A wavelet perspective on variabilities of hydrological processes in conjunction with geomorphic analysis over the Pearl River basin in South China

Abstract

Basin response to precipitation variability by terrestrial hydrological processes may be manifested at different timescales and vary from one basin to another. A quantitative grasp of natural variability modulation is desirable for characterizing basin tendency or vulnerability on floods and droughts; quantification is not always straightforward, however. Using a macro-scale hydrological model, the Variable Infiltration Capacity (VIC) model, the hydrological time series (runoff, soil moisture, and evapotranspiration) were obtained for the 10 sub-basins over the Pearl River basin in South China for the period 1952–2000. A continuous wavelet transform was used to identify the characteristics of the temporal scales of basin-featured extreme events and related multiple-scale variabilities. By use of wavelet coherence analysis and rank correlation method, the cross correlations of monthly anomalies of hydrological processes were examined. The results showed that the runoff correlated most with, and the evapotranspiration had less response to, the precipitation variability. The analyzed results revealed that the attenuation effect of runoff in response to precipitation variability was mainly within the timescale of 2 yr in the Pearl River basin. The soil moisture variability can extend precipitation variation along with timescales. With understanding of the variability features of the terrestrial hydrological processes, this paper showed one geomorphic index, a basin form factor (FF), can represent the wavelet-based indices for high- and low-frequency responses to precipitation variability.

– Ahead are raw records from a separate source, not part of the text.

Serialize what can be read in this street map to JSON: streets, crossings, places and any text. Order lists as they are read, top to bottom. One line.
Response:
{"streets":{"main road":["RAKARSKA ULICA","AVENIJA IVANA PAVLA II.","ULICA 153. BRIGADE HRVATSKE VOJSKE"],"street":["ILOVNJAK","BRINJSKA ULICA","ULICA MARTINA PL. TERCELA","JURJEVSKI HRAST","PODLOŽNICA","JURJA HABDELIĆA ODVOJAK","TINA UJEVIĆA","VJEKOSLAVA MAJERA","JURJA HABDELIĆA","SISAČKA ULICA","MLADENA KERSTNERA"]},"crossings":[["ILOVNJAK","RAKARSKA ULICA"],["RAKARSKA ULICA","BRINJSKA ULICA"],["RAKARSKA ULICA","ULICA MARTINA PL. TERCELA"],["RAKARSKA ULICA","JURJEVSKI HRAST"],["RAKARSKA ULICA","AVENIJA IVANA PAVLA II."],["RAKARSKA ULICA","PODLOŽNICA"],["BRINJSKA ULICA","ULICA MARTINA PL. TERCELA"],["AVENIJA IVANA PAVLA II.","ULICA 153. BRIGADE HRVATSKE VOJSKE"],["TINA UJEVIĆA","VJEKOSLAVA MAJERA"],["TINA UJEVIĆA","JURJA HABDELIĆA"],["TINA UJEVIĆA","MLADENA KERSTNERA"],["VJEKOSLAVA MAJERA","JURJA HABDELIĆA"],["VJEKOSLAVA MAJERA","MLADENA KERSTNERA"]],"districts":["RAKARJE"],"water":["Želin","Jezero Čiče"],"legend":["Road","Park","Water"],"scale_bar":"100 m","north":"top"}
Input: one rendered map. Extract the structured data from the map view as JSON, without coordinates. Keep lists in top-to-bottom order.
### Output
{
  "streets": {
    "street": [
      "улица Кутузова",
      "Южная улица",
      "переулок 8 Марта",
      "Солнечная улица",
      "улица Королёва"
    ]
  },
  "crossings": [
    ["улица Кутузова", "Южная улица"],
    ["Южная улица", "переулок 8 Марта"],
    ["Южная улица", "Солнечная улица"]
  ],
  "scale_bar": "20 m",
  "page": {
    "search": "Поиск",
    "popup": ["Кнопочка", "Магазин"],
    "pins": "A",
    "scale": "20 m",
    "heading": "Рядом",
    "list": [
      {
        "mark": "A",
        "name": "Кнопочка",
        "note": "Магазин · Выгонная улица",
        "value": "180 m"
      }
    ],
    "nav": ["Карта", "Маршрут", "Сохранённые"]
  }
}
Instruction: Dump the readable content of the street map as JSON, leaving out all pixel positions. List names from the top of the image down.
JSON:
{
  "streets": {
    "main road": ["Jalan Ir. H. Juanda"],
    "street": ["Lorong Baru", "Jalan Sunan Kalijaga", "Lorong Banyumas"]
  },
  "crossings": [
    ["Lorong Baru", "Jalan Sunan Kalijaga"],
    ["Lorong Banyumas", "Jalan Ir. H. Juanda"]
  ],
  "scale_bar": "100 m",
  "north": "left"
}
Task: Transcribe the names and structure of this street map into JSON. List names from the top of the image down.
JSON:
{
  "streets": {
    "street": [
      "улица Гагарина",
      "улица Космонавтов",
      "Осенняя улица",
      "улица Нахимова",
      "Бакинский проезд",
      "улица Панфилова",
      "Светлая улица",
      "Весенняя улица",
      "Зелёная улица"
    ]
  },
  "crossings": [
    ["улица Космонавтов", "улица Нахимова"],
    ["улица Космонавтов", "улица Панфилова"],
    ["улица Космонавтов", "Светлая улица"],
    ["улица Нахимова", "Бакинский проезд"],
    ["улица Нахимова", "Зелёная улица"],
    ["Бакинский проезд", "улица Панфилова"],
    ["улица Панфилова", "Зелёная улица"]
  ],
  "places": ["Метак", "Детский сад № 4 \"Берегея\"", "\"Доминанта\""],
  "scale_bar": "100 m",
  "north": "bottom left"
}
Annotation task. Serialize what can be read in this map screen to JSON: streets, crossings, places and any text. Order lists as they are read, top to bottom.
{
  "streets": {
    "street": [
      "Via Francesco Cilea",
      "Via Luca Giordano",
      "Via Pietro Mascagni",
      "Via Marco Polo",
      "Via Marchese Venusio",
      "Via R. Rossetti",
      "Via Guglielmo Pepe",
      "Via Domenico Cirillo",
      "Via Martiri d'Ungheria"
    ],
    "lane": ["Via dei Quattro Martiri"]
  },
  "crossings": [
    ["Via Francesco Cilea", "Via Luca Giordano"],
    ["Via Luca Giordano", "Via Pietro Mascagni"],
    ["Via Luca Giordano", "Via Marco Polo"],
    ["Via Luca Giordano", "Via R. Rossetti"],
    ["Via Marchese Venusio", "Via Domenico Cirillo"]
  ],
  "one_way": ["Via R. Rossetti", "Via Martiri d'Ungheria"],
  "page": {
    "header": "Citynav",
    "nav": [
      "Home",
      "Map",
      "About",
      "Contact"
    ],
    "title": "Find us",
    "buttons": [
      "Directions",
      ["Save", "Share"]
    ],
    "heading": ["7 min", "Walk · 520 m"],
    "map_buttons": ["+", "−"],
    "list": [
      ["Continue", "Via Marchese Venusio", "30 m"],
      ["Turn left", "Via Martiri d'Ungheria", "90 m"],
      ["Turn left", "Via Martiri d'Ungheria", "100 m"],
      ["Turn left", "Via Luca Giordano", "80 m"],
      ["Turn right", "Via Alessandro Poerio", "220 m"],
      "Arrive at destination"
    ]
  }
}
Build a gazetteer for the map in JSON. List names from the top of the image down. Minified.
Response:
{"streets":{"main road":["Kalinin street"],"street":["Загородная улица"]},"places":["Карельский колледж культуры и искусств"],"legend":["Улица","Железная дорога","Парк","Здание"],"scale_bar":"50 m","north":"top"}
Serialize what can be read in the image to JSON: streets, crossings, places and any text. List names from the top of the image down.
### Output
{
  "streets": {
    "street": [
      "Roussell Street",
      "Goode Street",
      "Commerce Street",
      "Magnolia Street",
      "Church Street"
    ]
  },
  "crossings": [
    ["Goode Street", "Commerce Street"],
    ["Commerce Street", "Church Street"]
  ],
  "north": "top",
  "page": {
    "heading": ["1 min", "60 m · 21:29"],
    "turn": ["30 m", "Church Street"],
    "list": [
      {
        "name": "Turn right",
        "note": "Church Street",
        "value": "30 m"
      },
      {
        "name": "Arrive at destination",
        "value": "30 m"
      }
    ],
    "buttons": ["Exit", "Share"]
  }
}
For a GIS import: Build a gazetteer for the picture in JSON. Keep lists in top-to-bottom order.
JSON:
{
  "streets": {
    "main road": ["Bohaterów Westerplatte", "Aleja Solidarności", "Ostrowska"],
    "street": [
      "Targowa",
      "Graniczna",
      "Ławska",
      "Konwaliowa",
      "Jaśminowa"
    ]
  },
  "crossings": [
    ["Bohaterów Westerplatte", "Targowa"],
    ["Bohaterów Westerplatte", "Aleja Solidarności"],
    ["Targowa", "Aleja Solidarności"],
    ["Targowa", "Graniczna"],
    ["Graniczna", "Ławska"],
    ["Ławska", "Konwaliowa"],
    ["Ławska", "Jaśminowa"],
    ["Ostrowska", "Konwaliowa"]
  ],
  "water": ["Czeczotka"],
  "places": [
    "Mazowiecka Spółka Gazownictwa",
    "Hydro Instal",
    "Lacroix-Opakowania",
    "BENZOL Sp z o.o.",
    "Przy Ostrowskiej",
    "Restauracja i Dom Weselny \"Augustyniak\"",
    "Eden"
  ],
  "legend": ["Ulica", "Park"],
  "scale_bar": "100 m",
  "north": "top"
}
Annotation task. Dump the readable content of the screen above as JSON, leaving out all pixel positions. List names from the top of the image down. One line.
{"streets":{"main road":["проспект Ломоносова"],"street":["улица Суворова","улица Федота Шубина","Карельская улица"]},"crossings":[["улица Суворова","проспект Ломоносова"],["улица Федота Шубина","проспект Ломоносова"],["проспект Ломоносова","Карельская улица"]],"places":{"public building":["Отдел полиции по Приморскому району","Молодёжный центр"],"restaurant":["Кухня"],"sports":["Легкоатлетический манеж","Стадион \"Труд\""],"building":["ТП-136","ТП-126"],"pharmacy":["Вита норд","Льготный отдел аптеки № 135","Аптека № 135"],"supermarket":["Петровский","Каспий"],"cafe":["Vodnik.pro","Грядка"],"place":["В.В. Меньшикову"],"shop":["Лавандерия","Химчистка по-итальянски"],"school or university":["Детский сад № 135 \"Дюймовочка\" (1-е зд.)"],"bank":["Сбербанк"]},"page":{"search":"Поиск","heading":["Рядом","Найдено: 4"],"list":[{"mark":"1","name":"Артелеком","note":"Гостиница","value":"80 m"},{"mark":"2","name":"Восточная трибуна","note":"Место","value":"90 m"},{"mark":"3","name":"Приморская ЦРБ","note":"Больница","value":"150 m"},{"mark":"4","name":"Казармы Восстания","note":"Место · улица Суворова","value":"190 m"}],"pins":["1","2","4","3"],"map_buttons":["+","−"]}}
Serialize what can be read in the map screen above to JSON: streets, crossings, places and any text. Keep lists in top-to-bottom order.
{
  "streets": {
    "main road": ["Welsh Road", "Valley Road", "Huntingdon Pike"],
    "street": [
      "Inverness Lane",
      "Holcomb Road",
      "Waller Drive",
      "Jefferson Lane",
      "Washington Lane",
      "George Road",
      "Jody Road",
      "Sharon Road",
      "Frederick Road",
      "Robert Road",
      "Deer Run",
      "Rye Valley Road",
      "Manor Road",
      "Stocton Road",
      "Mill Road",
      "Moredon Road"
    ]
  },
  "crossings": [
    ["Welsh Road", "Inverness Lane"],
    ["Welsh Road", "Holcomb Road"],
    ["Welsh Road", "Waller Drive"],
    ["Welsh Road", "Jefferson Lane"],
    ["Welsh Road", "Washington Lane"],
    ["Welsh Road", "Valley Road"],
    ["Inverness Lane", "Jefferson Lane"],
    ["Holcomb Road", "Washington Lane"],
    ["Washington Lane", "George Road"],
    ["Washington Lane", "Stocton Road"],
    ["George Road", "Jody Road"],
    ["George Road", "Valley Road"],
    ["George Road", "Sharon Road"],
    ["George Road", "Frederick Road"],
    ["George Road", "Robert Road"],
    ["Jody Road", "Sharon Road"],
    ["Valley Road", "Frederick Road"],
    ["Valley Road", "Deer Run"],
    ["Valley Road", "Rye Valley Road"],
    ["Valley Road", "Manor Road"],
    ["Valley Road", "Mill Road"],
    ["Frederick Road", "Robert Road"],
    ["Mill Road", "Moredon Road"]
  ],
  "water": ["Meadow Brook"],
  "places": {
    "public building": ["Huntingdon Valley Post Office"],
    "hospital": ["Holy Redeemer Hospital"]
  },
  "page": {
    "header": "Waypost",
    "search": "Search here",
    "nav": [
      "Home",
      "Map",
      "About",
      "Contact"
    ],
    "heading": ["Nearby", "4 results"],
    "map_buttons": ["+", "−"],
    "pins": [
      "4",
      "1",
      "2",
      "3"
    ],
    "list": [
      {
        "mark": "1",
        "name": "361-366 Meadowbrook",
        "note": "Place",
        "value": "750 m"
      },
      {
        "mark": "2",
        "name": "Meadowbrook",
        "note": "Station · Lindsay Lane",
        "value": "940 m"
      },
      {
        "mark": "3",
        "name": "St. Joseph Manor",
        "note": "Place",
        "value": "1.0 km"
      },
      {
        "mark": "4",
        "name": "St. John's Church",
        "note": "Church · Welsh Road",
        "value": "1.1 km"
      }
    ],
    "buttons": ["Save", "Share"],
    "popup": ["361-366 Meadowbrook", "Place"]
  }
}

It was found that, for a sub-basin with a higher FF value, precipitation variability can be represented more by runoff variability at less than 2-yr timescales; such a sub-basin is apt to have serious floods. With a lower FF value, a sub-basin has longer memory of soil moisture, leading to severe droughts during dry periods. This finding would be valuable to evaluate the tendency on occurrence of floods and droughts in the Pearl River basin, a humid region, which may be transferable to other basins in the globe.